Laurence Voïta – Un homme pressé bouscule un malvoyant en gare de Lausanne... et le drame démarre. C'est de là que part "Aveuglément" de Laurence Voïta: une bousculade qui, survenue entre deux personnes, va impacter un certain nombre de destins que la romancière va creuser en profondeur.
L'auteure a le génie de créer un début des plus accrocheurs en pratiquant habilement la rétention d'information, à la façon d'un flou artistique. Elle en dit ni trop ni trop peu sur ces deux personnages qui se bousculent, juste assez pour que le lecteur ait envie d'en savoir davantage.
Et peu à peu, au fil des pages, la focale se précise, faisant émerger d'autres personnages.

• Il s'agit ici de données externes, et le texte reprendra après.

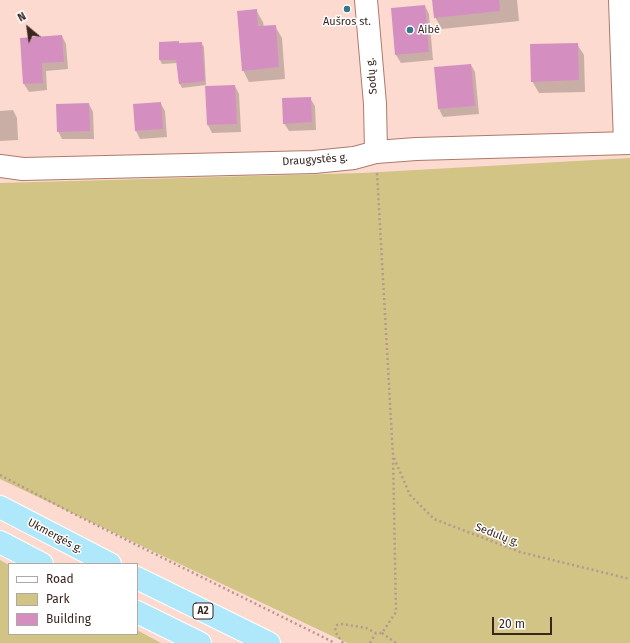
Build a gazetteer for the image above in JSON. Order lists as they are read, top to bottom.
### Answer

Ont-ils quelque chose à voir entre eux? A priori non. Mais le récit va s'attacher à éclairer habilement certains liens et ruptures insoupçonnés: famille, amitié, divorce houleux. Ce ne sont rien de moins que des secrets, que le lecteur découvre peu à peu.

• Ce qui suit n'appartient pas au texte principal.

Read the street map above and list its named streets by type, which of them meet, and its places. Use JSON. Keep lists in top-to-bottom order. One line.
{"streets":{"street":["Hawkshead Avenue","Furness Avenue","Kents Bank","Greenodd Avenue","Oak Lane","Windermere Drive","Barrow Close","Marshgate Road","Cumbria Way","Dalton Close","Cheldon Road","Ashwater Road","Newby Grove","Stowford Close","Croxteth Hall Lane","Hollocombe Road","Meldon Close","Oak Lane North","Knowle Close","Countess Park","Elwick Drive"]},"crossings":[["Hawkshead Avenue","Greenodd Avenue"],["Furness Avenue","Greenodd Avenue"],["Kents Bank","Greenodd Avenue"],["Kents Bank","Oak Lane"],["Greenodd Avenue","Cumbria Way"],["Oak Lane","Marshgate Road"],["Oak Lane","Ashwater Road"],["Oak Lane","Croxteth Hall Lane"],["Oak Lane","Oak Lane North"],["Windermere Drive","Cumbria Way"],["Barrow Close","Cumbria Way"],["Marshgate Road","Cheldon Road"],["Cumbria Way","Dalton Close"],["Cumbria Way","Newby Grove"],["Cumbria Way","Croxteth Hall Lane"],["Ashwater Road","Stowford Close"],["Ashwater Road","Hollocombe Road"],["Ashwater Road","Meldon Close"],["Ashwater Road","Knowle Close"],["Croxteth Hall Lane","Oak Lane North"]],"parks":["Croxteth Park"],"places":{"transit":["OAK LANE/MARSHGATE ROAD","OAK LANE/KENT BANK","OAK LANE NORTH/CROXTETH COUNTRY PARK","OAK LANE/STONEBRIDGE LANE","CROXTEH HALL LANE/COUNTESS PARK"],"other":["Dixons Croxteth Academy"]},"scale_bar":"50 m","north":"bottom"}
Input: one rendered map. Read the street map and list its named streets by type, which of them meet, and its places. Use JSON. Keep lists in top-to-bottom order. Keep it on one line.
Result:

Qui sont ces personnages? Pour n'en citer que quelques-uns, il y a donc José, le malvoyant, qui tisse avec l'aïeule Mathilde une complicité que l'auteure restitue avec tendresse et malice. Il y a celui qui bouscule: Marco, qu'on a cru mort noyé, et qui refait surface sept ans plus tard tel un Martin Guerre moderne. Et qui hante l'école primaire que fréquente son fils, suscitant des questionnements légitimes auprès d'une bande d'écoliers: cet homme sorti de nulle part, qui loge à l'hôtel et hante la cour de récré quatre fois par jour est-il un pervers?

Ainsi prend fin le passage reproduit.